Raf fingered the little bundle of his possessions. Even his helmet with its com phone was missing.
"No," again Dalgard read his mind. "Your machines are of no use to you now. We shall try our way."
"How?" Wild thoughts of a big signal fire—But how could that be sighted across a mountain range. Of some sort of an improvised com unit—
"I said our way." There was a smile on Dalgard's face, visible to Raf's slowly clearing vision. "We shall provide another kind of machine, and these"—he waved at the mermen—"will give us the power, or so we hope. Lie here," he gestured to the sand beside him, "and think only of your friend in the ship, in his natural surroundings. Try to hold that picture constant in your mind, letting no other thought trouble it."
"Do you mean—send a message to him mentally!" Raf's reply was half protest.
"Did I not so reach you when we were in the city—even before I knew of you as an individual?" the scout reminded him. "And such messages are doubly possible when they are sent from friend to friend."
"But we were close then."
"That is why—" again Dalgard indicated the mermen. "For them this is the natural means of communication. They will pick up your reaching thought, amplify it with their power, beam it north. Since your friend deals with matters of communication, let us hope that he will be sensitive to this method."
Raf was only half convinced that it might work But he remembered how Dalgard had established contact with him, before, as the scout had pointed out, they had met. It was that voiceless cry for aid which had pulled him into this adventure in the first place. It was only fitting that something of the same process give him help in return.
Obediently he stretched out on the sand and closed his dim eyes, trying to picture Soriki in the small cabin which held the com, slouched in his bucket seat, his deceptive posture that of a lax idler, as he had seen him so many times. Soriki—his broad face with its flat cheekbones, its wide cheerful mouth, its heavy-lidded eyes. And having fixed Soriki's face, he tried to believe that he was now confronting the com-tech, speaking directly to him.
"Come—come and get me—south—seashore—Soriki come and get me!" The words formed a kind of chant, a chant aimed at that familiar face in its familiar surroundings. "South—come and get me—" Raf struggled to think only of that, to allow nothing to break through that chant or disturb his picture of the scene he had called from memory.

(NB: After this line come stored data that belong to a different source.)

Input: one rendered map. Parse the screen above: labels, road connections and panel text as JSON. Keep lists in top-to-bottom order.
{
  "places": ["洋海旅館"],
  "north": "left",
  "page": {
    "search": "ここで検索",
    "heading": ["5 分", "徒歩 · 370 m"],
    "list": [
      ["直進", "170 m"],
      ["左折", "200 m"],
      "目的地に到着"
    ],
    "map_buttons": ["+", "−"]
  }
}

How long that attempt at communication lasted the pilot could not tell, for somehow he slipped from the deep concentration into sleep, dreamless and untroubled, from which he awoke with the befogged feeling that something important had happened. But had he gotten through?
The ring of mermen was gone, and it was dawn, gray, chill with the forewarnings of rain in the air. He was reassured because he was certain that in spite of the gloom his sight was a fraction clearer than it had been the day before. But had they gotten through? As he arose, brushing the sand from him, he saw the scout splashing out of the sea, a fish impaled on his spear.
"Did we get through?" Raf blurted out.
"Since your friend cannot reply with the mind touch, we do not know. But later we shall try again." To Raf's peering gaze Dalgard's face had a drawn, gaunt look as if he had been at hard labor during the hours just past. He walked up the beach slowly, without the springing step Raf had come to associate with him. As he settled down to gut the fish with one of the bone knives, the scout repeated, "We can try again—!"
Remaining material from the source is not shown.